Saved data entries:
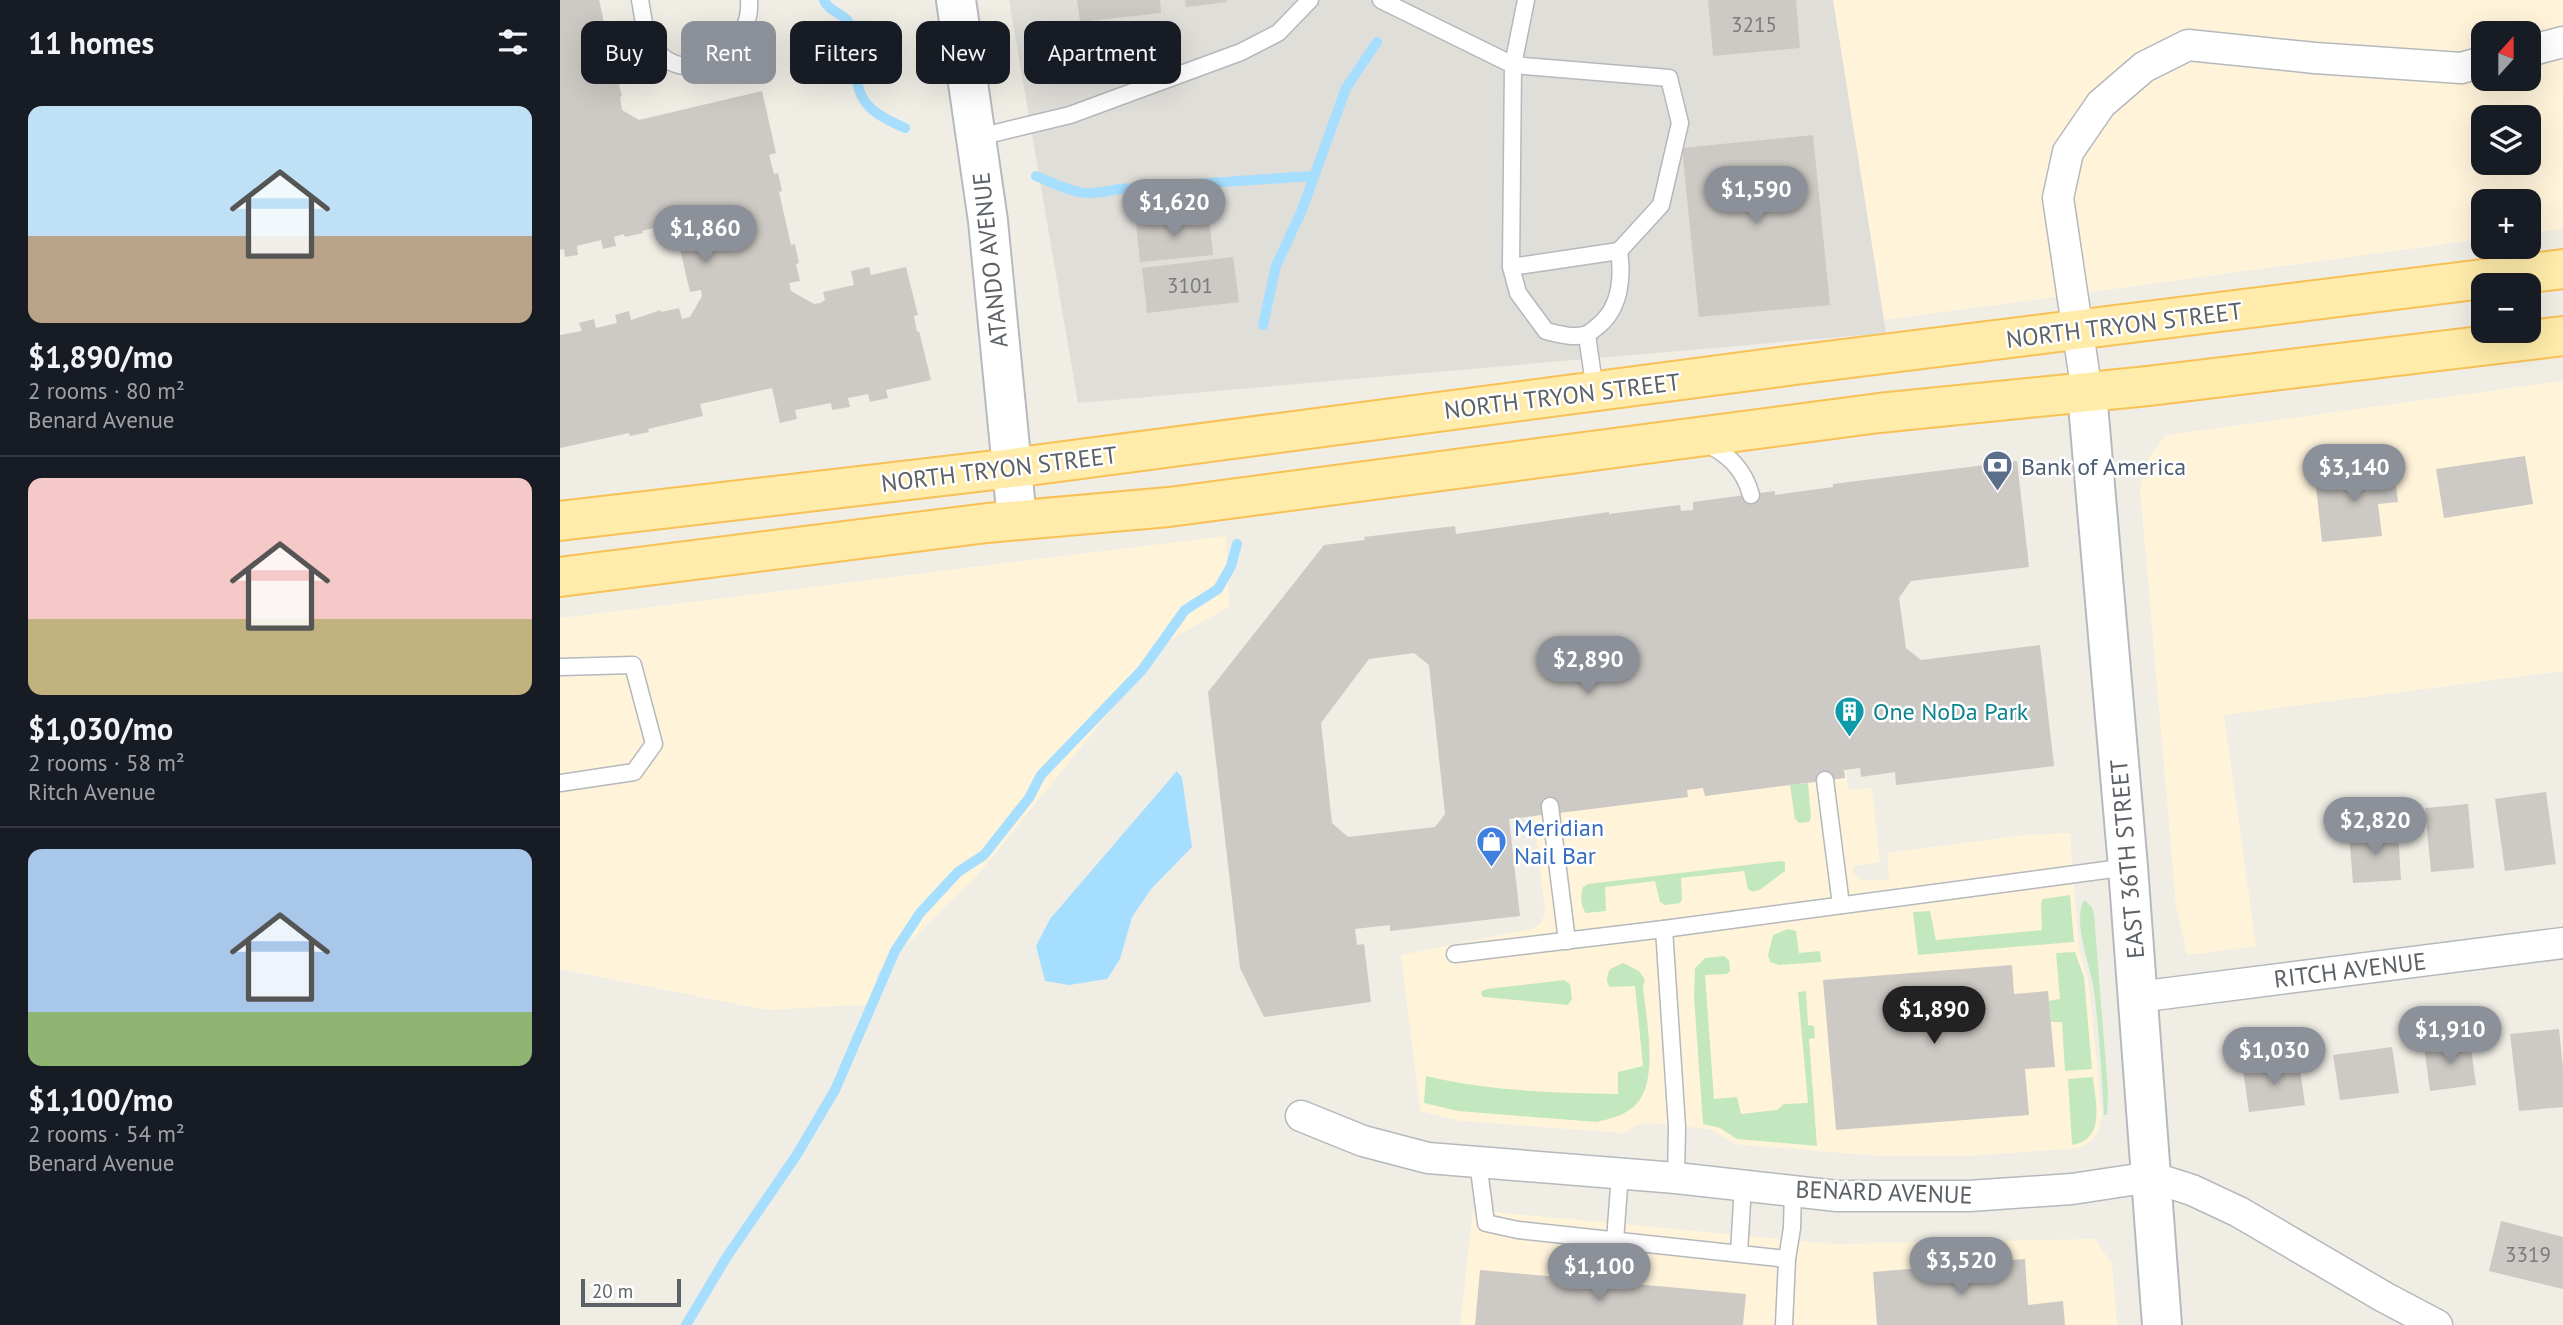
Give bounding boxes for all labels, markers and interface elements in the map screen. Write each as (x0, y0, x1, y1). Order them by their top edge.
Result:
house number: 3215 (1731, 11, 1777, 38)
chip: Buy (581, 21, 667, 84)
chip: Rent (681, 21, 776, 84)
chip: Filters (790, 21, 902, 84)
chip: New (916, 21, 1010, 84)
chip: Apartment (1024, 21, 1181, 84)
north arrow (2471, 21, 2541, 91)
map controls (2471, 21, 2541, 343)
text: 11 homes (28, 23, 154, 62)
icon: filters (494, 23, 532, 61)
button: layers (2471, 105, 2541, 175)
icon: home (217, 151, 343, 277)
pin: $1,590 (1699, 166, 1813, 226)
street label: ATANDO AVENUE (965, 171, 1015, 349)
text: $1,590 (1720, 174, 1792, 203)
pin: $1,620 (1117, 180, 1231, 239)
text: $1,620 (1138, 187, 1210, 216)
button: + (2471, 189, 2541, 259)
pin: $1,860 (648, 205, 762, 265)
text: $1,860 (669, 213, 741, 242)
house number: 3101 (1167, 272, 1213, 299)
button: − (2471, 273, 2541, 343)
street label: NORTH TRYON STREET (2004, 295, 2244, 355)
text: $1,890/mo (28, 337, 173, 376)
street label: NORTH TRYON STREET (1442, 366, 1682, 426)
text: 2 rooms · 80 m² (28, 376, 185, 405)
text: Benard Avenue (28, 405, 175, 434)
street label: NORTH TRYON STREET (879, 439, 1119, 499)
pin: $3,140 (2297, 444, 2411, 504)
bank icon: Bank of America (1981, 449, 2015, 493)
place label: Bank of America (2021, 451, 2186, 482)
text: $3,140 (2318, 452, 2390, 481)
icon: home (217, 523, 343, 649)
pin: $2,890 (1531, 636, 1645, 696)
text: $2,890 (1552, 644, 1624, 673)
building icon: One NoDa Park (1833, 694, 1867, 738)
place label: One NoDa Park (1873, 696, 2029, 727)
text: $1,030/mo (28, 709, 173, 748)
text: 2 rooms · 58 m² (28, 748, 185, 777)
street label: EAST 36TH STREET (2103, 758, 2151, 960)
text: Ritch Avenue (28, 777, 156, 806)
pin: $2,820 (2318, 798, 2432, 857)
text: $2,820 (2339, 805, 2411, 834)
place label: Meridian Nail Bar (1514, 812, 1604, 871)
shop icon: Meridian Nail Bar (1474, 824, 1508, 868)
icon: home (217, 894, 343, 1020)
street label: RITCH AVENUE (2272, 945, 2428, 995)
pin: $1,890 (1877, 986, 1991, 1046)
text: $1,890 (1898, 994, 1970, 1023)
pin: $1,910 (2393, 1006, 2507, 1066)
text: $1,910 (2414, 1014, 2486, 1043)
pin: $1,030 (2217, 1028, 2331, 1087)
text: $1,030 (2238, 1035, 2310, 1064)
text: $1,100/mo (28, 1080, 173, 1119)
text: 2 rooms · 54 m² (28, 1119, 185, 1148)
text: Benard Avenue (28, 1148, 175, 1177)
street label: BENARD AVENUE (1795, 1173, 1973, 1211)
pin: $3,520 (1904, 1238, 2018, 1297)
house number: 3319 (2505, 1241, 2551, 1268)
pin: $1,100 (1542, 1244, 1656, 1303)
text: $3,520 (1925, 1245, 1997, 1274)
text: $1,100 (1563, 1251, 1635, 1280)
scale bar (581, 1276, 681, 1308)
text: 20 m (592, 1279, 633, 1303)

Instructions for the task:
For the string "place", give the number of lines in the data that contain it, and only that number.

Output for this exercise:
3